Work to complete: The answer is every line in the data below that contains the word "name".

Data extracts:
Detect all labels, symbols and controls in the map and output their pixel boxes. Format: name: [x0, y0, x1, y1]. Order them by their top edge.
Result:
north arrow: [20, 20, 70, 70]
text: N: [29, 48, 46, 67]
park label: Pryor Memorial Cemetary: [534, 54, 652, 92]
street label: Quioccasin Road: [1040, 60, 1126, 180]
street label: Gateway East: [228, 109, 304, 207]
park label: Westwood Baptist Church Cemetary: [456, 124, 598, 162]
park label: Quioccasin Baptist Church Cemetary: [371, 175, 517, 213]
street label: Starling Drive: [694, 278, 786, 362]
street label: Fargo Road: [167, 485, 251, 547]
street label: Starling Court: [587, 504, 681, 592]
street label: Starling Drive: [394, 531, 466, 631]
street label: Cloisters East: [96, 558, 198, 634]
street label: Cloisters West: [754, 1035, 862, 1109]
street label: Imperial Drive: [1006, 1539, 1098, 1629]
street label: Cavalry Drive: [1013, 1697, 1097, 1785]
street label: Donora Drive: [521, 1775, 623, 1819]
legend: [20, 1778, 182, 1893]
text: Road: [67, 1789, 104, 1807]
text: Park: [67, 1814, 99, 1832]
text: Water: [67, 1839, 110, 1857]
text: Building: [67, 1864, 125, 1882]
==
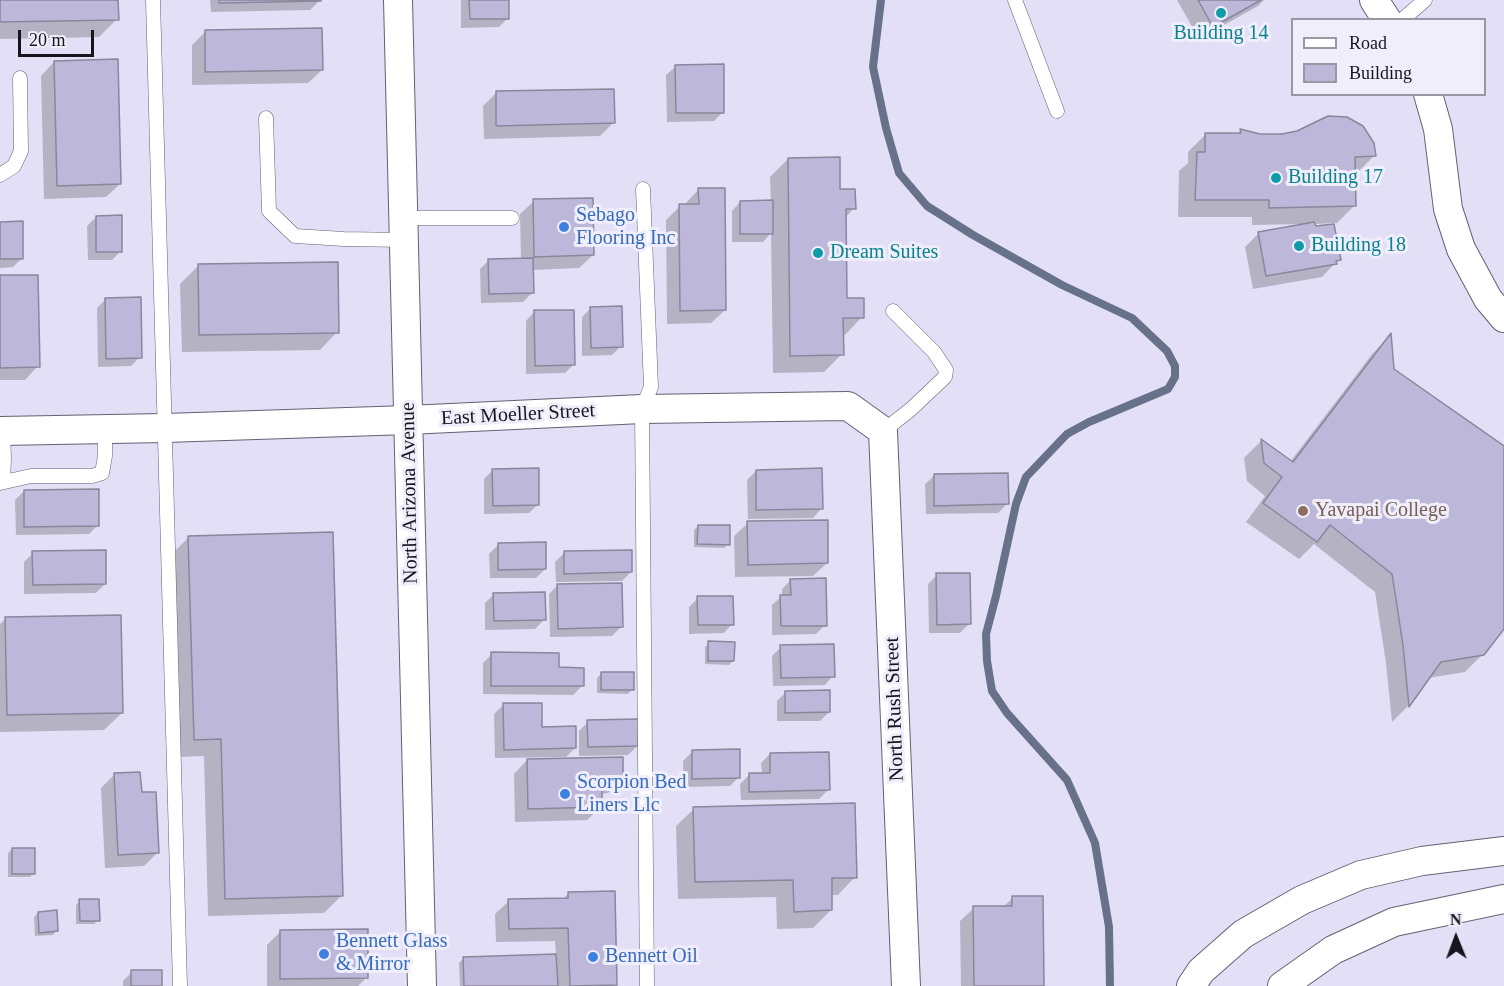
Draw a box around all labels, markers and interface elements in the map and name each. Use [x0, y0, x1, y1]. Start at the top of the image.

Task answer:
Detect all labels, symbols and controls in the map and output their pixel boxes. Format: name: [x0, y0, x1, y1]. Order them by their top edge.
Draw a box around all labels, markers and interface elements in the map and name each. Use [x0, y0, x1, y1]. Start at the top of the image.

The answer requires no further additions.